The purpose of this post is not to stir up drama, or to take sides, or anything. The whole “contaminated” issues just brought up some feelings in me, and I’d like to share my perspective.
I’ve felt contaminated. I’ve felt impure. I’ve felt dirty and tainted and gross and disgusting and marked and ruined.
I, like, 25% of American women, was raped.
I spent years feeling dirty and damaged. I starved myself and cut up my arms, legs, chest, crotch and face. I felt like there was something rotten and bad inside me that I could never get out, that I would never be whole and clean again.
Rape is not uncommon. Statistics vary, in America, from 1 in 6 women and girls to 1 in 3, and that usually doesn’t include incest. Sex that doesn’t fit the legal definition of rape that is still coerced or pressurized is even more common. So is being sexually harassment, molested, groped, stalked, etc.

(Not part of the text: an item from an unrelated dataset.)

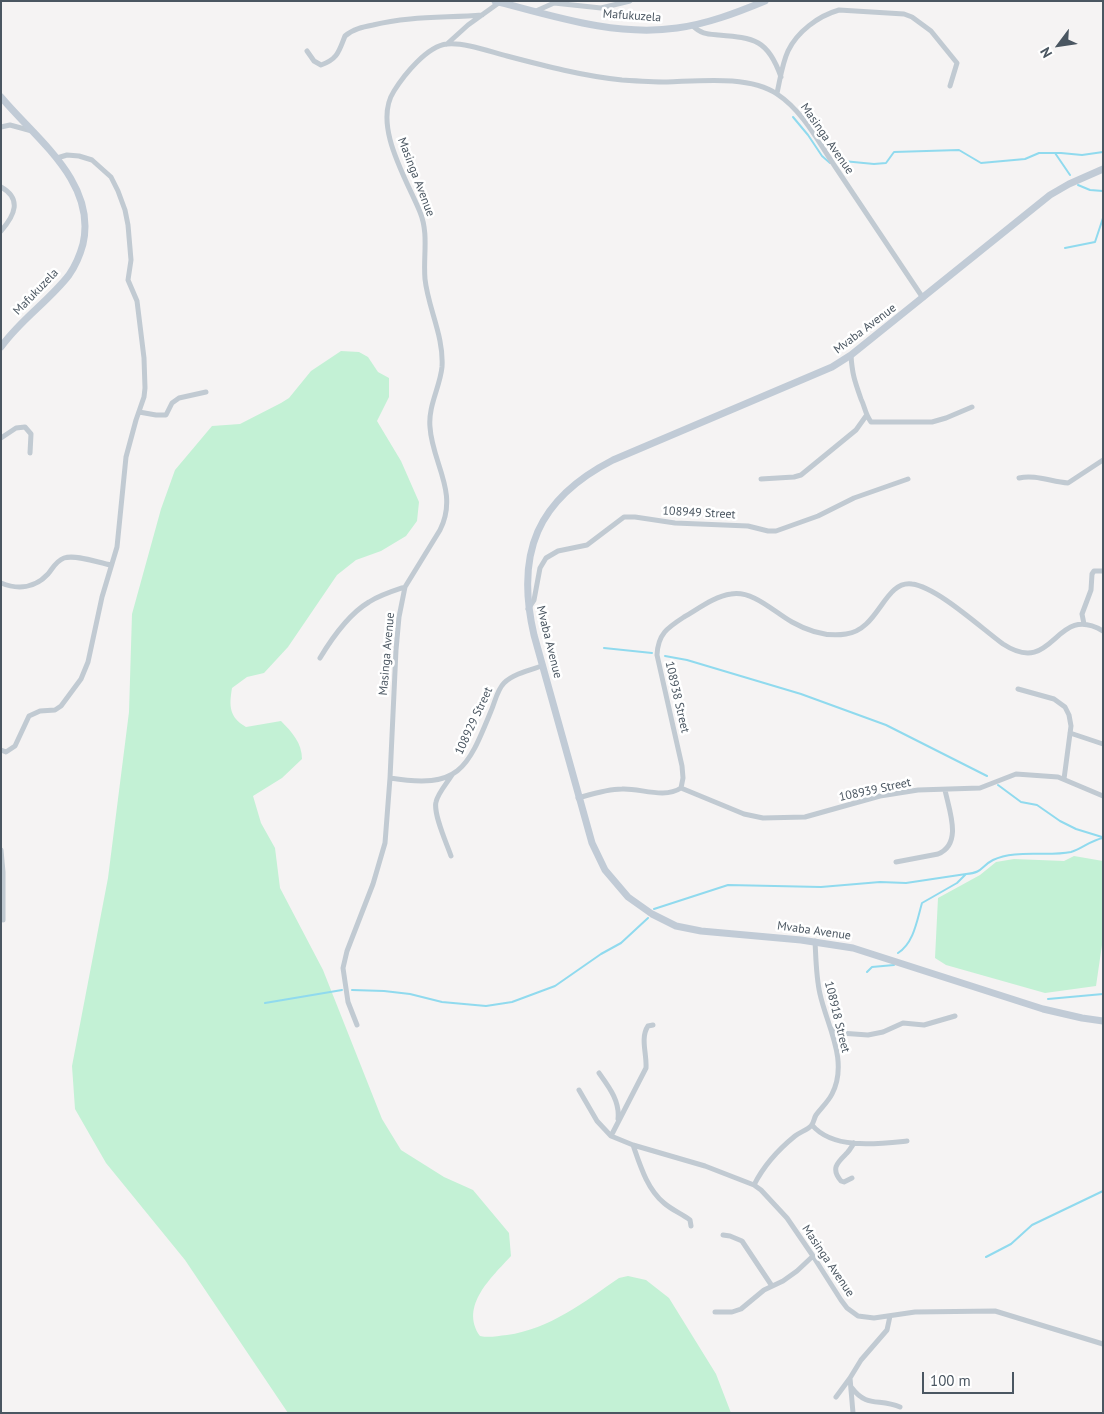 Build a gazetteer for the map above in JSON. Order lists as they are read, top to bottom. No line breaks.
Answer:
{"streets":{"street":["Mafukuzela","Masinga Avenue","Mvaba Avenue","108949 Street","108938 Street","108929 Street","108939 Street","108918 Street"]},"crossings":[["Masinga Avenue","Mvaba Avenue"],["Masinga Avenue","108929 Street"],["Masinga Avenue","108918 Street"],["Mvaba Avenue","108949 Street"],["Mvaba Avenue","108929 Street"],["Mvaba Avenue","108918 Street"],["108938 Street","108939 Street"]],"scale_bar":"100 m","north":"bottom left"}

I can’t find good statistics on lesbian rape victims (and Google keeps giving me porn results, ugh), but I know I’ve read somewhere that lesbians are even more likely to be raped — “corrective” rape, anyone?
I’ve had consensual sex with a man. I’m not applying for any Gold Star here. But being called “contaminated” — in a feminist space, no less! — just brings back old memories of the years I spent feeling dirty and bad because of something a man did to me.